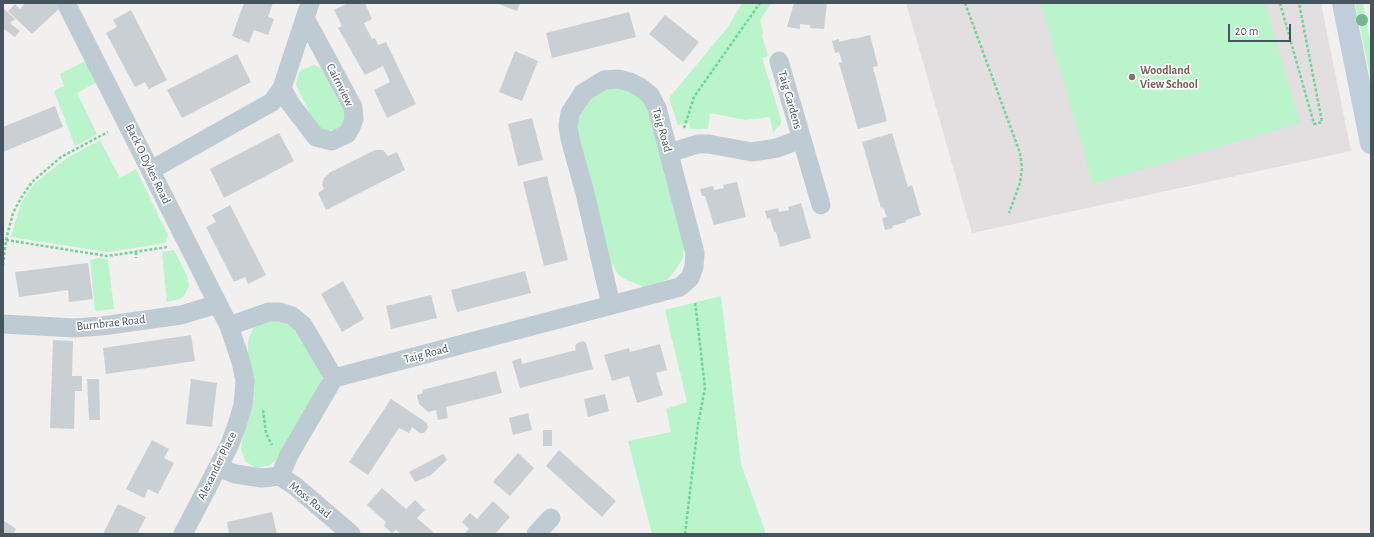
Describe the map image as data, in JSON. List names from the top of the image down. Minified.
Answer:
{"streets":{"street":["Cairnview","Taig Gardens","Taig Road","Back O Dykes Road","Burnbrae Road","Alexander Place","Moss Road"]},"crossings":[["Cairnview","Back O Dykes Road"],["Taig Gardens","Taig Road"],["Back O Dykes Road","Burnbrae Road"],["Back O Dykes Road","Alexander Place"],["Alexander Place","Moss Road"]],"places":["Woodland View School"],"scale_bar":"20 m"}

What this task involves — Give an exact copy of the listing above that leaves out every picture.

The answer —
Describe the map image as data, in JSON. List names from the top of the image down. Minified.
Answer:
{"streets":{"street":["Cairnview","Taig Gardens","Taig Road","Back O Dykes Road","Burnbrae Road","Alexander Place","Moss Road"]},"crossings":[["Cairnview","Back O Dykes Road"],["Taig Gardens","Taig Road"],["Back O Dykes Road","Burnbrae Road"],["Back O Dykes Road","Alexander Place"],["Alexander Place","Moss Road"]],"places":["Woodland View School"],"scale_bar":"20 m"}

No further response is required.